In Helman v. Bank of America, 15-13672, 2017 WL 1350728 (11th Cir. April 12, 2017) the Eleventh Circuit Court of Appeal clarified important issues regarding the use of periodic mortgage statements after a bankruptcy discharge.  In Helman thee debtor sued Bank of America after he received a periodic mortgage statements required by the Truth in Lending Act for his mortgage which he had discharged in bankruptcy.
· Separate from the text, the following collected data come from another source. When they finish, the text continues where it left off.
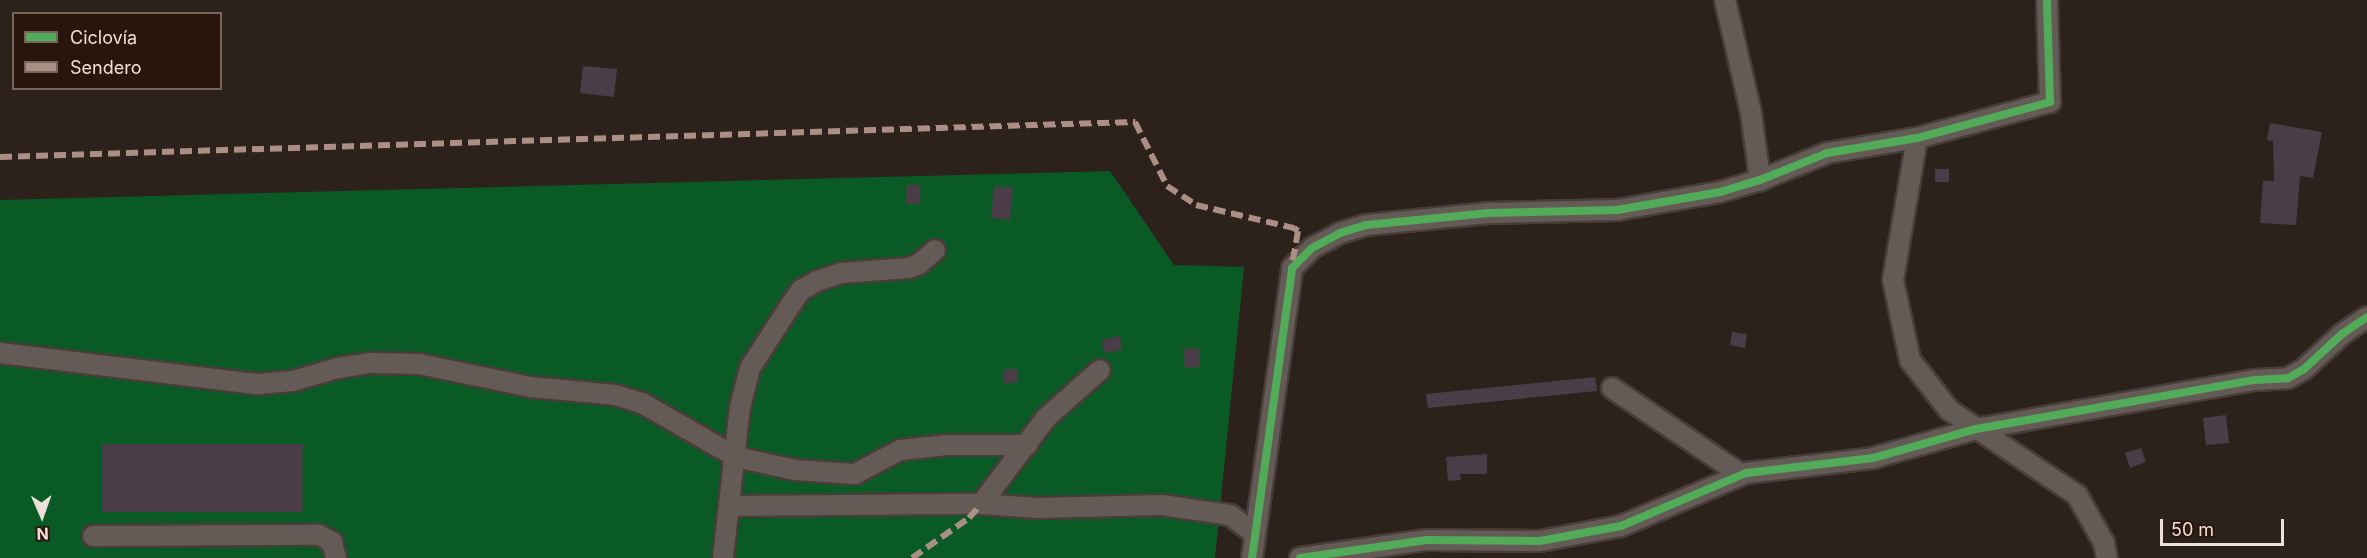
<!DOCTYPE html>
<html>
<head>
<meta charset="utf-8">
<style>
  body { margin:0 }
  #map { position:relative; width:2367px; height:558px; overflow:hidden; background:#2c211b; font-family:Inter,sans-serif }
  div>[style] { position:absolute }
  .forest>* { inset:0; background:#0a5a26 }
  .building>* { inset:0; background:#4b3d47 }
  .roads { filter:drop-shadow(2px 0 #483d39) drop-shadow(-2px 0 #483d39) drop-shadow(0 2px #483d39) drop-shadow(0 -2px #483d39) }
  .minor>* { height:20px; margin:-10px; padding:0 10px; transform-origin:10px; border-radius:10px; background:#645b56 }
  .quiet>* { height:6px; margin-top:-3px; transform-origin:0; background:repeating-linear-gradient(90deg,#ac8f84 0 12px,transparent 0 18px) }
  .cycleway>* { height:8px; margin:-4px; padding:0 4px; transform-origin:4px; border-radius:4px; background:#51ab58 }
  span { translate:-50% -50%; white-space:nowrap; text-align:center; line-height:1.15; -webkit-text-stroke:4.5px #29150b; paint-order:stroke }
  .legend { position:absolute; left:12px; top:12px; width:210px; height:78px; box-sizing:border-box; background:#29150b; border:2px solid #78665d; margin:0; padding:8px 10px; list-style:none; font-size:18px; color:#eedfd8 }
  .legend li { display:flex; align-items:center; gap:12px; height:30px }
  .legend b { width:30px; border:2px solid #78665d }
  .north { position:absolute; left:12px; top:486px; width:60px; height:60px; -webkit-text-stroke:4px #29150b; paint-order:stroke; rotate:178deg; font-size:16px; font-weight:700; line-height:24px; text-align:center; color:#eedfd8 }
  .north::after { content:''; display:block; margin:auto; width:21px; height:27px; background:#eedfd8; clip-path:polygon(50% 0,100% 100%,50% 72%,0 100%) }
  .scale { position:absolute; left:2160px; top:519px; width:124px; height:27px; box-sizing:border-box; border:3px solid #eedfd8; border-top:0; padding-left:8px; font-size:18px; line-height:21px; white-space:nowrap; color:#eedfd8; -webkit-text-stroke:4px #29150b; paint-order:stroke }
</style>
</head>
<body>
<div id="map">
  <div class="forest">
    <i style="clip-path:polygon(1110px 171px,1174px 265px,1244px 267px,1215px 558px,0 558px,0 200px)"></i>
  </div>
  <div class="building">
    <i style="clip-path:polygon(583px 66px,617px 69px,614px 97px,580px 93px)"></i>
    <i style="clip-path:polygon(2270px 123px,2322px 132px,2313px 178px,2300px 176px,2296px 225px,2260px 223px,2263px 181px,2274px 181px,2273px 141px,2267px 140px)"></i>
    <i style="clip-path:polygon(1935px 169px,1949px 169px,1949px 182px,1935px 182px)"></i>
    <i style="clip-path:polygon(906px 185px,920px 185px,920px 204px,906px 204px)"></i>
    <i style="clip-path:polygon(994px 187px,1013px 187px,1010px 220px,991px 218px)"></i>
    <i style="clip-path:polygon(1732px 332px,1747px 334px,1745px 348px,1730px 345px)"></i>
    <i style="clip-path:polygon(1120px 336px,1122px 350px,1104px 353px,1102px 340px)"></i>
    <i style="clip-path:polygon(1199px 348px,1200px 367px,1185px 368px,1183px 349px)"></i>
    <i style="clip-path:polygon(1017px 368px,1018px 382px,1004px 384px,1003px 370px)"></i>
    <i style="clip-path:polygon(1595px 377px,1597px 391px,1428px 408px,1426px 394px)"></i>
    <i style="clip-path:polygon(2226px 415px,2229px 443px,2206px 445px,2203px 418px)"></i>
    <i style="clip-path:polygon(102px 444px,303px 444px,303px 512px,102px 512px)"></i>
    <i style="clip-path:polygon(2141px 448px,2146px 462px,2130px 468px,2125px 453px)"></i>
    <i style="clip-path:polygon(1487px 454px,1487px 474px,1460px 474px,1461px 480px,1448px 481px,1446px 457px)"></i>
  </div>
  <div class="roads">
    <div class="minor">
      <i style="left:1725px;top:0;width:116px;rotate:77deg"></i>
      <i style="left:1751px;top:113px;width:68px;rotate:82.3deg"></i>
      <i style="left:1917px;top:138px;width:144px;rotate:99.6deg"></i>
      <i style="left:1893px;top:280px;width:82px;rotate:78deg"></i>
      <i style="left:1910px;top:360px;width:63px;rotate:52deg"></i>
      <i style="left:1949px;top:410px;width:154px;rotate:33.6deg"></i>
      <i style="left:2077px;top:495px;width:55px;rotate:60.6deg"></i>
      <i style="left:2104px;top:543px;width:15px;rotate:79deg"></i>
      <i style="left:0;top:353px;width:260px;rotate:6.9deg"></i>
      <i style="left:258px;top:384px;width:35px;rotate:-5deg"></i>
      <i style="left:293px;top:381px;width:47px;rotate:-16.1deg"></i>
      <i style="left:338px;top:368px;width:33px;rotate:-9deg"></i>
      <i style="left:371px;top:363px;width:48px;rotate:1.2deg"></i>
      <i style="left:419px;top:364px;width:114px;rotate:11.6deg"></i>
      <i style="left:531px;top:387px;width:84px;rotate:5.4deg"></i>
      <i style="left:615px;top:395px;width:28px;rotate:17deg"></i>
      <i style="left:642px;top:403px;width:108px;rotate:29.9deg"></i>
      <i style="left:736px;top:457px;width:60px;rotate:12.4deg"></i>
      <i style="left:795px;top:470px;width:60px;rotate:3.8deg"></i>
      <i style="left:855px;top:474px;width:51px;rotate:-28.1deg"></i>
      <i style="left:900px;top:450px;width:47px;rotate:-6.1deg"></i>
      <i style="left:947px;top:445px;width:80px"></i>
      <i style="left:1612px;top:388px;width:156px;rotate:33.8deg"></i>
      <i style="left:981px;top:504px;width:108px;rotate:-52.9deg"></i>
      <i style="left:1046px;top:418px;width:72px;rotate:-41.6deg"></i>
      <i style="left:730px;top:506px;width:251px;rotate:-0.5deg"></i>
      <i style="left:981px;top:504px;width:56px;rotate:4.1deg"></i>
      <i style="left:1037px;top:508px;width:125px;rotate:-1.4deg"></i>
      <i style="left:1162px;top:505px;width:69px;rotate:8.4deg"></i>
      <i style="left:1230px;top:515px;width:31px;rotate:37deg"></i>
      <i style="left:93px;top:536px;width:226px;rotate:-0.3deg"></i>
      <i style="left:319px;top:535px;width:15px;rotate:28deg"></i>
      <i style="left:332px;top:542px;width:16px;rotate:76deg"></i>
      <i style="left:723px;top:558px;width:152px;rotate:-83.6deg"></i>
      <i style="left:740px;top:407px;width:40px;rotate:-75.6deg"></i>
      <i style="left:750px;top:368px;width:70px;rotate:-57.2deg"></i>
      <i style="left:788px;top:309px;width:23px;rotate:-56deg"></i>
      <i style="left:801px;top:290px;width:18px;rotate:-29deg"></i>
      <i style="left:817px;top:281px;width:25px;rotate:-18deg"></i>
      <i style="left:841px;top:273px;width:68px;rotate:-4.2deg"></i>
      <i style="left:909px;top:268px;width:11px;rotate:-22deg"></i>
      <i style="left:919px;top:264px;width:21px;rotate:-41deg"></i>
      <i style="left:1252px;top:558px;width:293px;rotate:-82.1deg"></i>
      <i style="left:1292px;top:268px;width:28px;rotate:-45deg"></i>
      <i style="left:1312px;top:248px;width:32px;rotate:-28deg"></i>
      <i style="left:1340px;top:233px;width:27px;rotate:-17deg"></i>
      <i style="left:1366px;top:225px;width:123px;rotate:-5.6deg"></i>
      <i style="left:1488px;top:213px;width:129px;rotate:-1.3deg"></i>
      <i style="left:1617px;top:210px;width:105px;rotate:-9.9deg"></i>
      <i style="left:1720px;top:192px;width:42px;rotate:-16.7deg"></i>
      <i style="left:1760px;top:180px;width:72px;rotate:-21.9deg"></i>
      <i style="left:1827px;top:153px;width:91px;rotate:-9.5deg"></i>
      <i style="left:1917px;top:138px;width:138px;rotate:-15.1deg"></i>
      <i style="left:2050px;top:102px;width:102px;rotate:-91.7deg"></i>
      <i style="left:1300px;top:558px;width:128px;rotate:-8.1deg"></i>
      <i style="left:1427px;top:540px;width:113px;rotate:0.5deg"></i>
      <i style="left:1540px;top:541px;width:82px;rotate:-10.5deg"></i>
      <i style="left:1621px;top:526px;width:136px;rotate:-23deg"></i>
      <i style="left:1746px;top:473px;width:128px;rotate:-6.7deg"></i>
      <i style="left:1873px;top:458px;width:107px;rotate:-15.7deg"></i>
      <i style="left:1976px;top:429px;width:283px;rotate:-10deg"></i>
      <i style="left:2255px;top:380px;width:33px;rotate:-3deg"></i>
      <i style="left:2288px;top:378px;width:18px;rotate:-29deg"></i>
      <i style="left:2304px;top:369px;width:52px;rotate:-42.6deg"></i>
      <i style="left:2342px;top:334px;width:30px;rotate:-34deg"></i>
    </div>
  </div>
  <div class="quiet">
    <i style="left:0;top:157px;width:1136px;rotate:-1.77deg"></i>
    <i style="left:1135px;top:122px;width:72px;rotate:63.4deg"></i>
    <i style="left:1167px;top:186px;width:35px;rotate:33deg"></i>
    <i style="left:1196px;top:205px;width:101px;rotate:13.2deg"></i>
    <i style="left:1294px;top:228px;width:5px;rotate:37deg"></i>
    <i style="left:1298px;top:231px;width:36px;rotate:100deg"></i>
    <i style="left:912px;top:558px;width:70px;rotate:-35.1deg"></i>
    <i style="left:969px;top:518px;width:18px;rotate:-49deg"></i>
  </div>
  <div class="cycleway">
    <i style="left:1252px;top:558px;width:293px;rotate:-82.1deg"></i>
    <i style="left:1292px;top:268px;width:28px;rotate:-45deg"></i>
    <i style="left:1312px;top:248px;width:32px;rotate:-28deg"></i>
    <i style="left:1340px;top:233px;width:27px;rotate:-17deg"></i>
    <i style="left:1366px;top:225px;width:123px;rotate:-5.6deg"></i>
    <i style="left:1488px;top:213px;width:129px;rotate:-1.3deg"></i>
    <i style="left:1617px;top:210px;width:105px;rotate:-9.9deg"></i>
    <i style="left:1720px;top:192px;width:42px;rotate:-16.7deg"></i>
    <i style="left:1760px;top:180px;width:72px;rotate:-21.9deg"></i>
    <i style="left:1827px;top:153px;width:91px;rotate:-9.5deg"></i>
    <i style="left:1917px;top:138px;width:138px;rotate:-15.1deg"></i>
    <i style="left:2050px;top:102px;width:102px;rotate:-91.7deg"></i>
    <i style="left:1300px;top:558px;width:128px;rotate:-8.1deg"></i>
    <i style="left:1427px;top:540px;width:113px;rotate:0.5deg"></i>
    <i style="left:1540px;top:541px;width:82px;rotate:-10.5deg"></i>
    <i style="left:1621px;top:526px;width:136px;rotate:-23deg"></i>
    <i style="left:1746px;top:473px;width:128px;rotate:-6.7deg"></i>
    <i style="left:1873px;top:458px;width:107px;rotate:-15.7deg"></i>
    <i style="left:1976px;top:429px;width:283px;rotate:-10deg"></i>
    <i style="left:2255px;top:380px;width:33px;rotate:-3deg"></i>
    <i style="left:2288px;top:378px;width:18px;rotate:-29deg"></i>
    <i style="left:2304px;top:369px;width:52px;rotate:-42.6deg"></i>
    <i style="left:2342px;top:334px;width:30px;rotate:-34deg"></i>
  </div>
  <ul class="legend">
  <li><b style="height:8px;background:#51ab58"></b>Ciclovía</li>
  <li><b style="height:8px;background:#ac8f84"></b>Sendero</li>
  </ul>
  <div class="north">N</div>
  <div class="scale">50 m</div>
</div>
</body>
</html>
The statements he received were qualified by Bank of America in important ways, including being labeled as “FOR INFORMATIONAL PURPOSES” and containing a disclosure that Bank of America’s records indicated the debt was discharged in bankruptcy and that therefore the debtor had no personal obligation to repay the debt.  Despite these disclosures, the debtor argued that periodic statement violated the Fair Debt Collection Practices Act (FDCPA) and the Florida Consumer Collection Practices Act (FCCPA) insofar as it allegedly purported to attempted to collect a debt when no legal right existed to do so, and/or was misleading to the least sophisticated consumer because it suggested personal liability.  The district court dismissed these claims and the Eleventh Circuit affirmed. The Eleventh Circuit found that the FDCPA did not apply to Bank of America with respect to the periodic statements because Bank of America was not a debt collector. Specifically the Eleventh Circuit found that the parties did not dispute that Bank of America originated the debt at issue, and therefore Bank of America was not acting as a debt collector but rather as the original creditor seeking to collect its own debt.  However, since original creditors are not except from the FCCPA, the Court required other grounds to affirm the district court’s dismissal of that claim.  With respect to the FCCPA claim, the Court found that the periodic statement unambiguously disclosed to the debtor that it was not seeking to collect the debt from him personally but rather merely was disclosing information about the mortgage lien no real property which survived his personal bankruptcy discharge. The debtor argued that even though these disclosures were made to him, the least sophisticated consumer might be confused, including by statements qualifying the disclosures as applicable to one “currently a debtor in bankruptcy” since the debtor’s bankruptcy case was now over.